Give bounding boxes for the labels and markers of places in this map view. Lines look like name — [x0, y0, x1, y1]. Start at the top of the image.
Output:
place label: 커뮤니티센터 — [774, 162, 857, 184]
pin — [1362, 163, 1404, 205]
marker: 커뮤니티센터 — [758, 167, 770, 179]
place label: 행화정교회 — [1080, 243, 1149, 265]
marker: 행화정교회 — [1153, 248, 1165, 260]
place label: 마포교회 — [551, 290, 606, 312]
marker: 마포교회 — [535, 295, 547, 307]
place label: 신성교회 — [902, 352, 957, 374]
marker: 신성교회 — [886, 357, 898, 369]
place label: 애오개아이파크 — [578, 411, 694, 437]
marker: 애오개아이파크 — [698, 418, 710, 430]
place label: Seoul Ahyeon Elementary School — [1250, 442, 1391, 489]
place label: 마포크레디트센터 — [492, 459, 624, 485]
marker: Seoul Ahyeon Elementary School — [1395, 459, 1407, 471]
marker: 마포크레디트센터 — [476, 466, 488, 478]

· · · ·

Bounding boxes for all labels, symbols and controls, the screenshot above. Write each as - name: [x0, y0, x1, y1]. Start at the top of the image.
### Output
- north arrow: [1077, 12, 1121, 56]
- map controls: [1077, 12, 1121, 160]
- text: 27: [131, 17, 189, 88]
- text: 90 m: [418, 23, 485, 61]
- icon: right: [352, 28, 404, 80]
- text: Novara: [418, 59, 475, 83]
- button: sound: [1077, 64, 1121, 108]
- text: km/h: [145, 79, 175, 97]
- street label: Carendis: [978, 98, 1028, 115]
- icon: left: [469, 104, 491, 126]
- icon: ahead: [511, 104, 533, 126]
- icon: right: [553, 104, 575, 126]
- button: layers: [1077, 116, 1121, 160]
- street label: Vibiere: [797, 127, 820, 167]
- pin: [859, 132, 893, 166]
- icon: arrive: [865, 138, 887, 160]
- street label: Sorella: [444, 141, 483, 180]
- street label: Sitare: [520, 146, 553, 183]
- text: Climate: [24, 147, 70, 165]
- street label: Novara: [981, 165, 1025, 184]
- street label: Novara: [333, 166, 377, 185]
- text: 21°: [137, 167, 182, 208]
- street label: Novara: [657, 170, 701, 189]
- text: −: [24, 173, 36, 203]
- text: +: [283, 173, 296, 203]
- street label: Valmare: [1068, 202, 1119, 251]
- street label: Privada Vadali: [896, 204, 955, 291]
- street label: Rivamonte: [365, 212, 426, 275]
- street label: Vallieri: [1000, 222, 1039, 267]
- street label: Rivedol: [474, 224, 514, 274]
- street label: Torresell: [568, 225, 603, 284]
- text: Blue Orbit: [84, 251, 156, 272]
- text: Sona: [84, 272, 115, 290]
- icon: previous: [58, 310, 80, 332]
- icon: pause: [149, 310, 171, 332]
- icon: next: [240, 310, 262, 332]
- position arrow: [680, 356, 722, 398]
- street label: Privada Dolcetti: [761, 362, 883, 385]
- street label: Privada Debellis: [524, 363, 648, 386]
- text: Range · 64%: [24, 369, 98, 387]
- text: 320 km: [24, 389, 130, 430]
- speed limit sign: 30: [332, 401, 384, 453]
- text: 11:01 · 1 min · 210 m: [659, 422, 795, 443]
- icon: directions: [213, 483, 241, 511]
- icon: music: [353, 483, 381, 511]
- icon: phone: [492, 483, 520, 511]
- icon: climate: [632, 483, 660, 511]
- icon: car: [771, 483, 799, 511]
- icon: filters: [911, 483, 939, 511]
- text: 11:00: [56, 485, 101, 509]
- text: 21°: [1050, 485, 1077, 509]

· · · ·

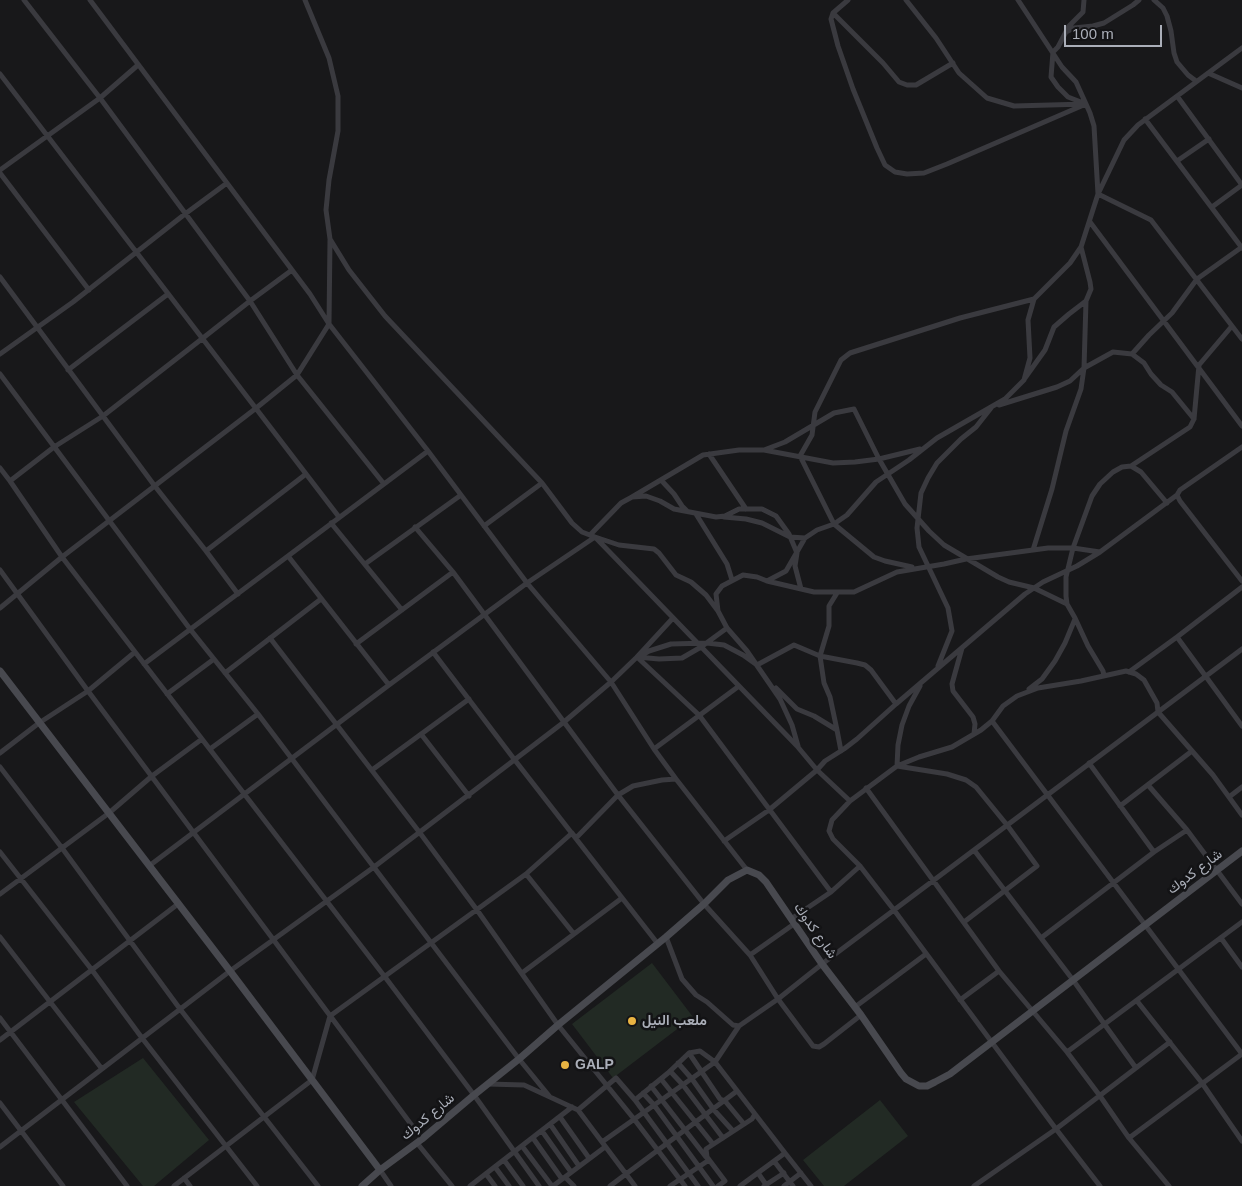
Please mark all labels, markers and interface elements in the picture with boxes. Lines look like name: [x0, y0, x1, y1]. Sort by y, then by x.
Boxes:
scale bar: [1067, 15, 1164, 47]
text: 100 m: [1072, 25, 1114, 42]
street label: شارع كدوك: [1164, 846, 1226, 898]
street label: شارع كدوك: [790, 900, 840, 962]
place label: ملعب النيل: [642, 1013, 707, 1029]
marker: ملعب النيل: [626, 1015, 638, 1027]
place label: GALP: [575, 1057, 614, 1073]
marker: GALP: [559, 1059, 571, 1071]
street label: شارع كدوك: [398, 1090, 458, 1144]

· · · ·

**AIM OF THE EXERCISE:**
Locate the lines above that hold the word "like". Show every one of them.

**WRITTEN SOLUTION:**
Give bounding boxes for the labels and markers of places in this map view. Lines look like name — [x0, y0, x1, y1]. Start at the top of the image.
Please mark all labels, markers and interface elements in the picture with boxes. Lines look like name: [x0, y0, x1, y1]. Sort by y, then by x.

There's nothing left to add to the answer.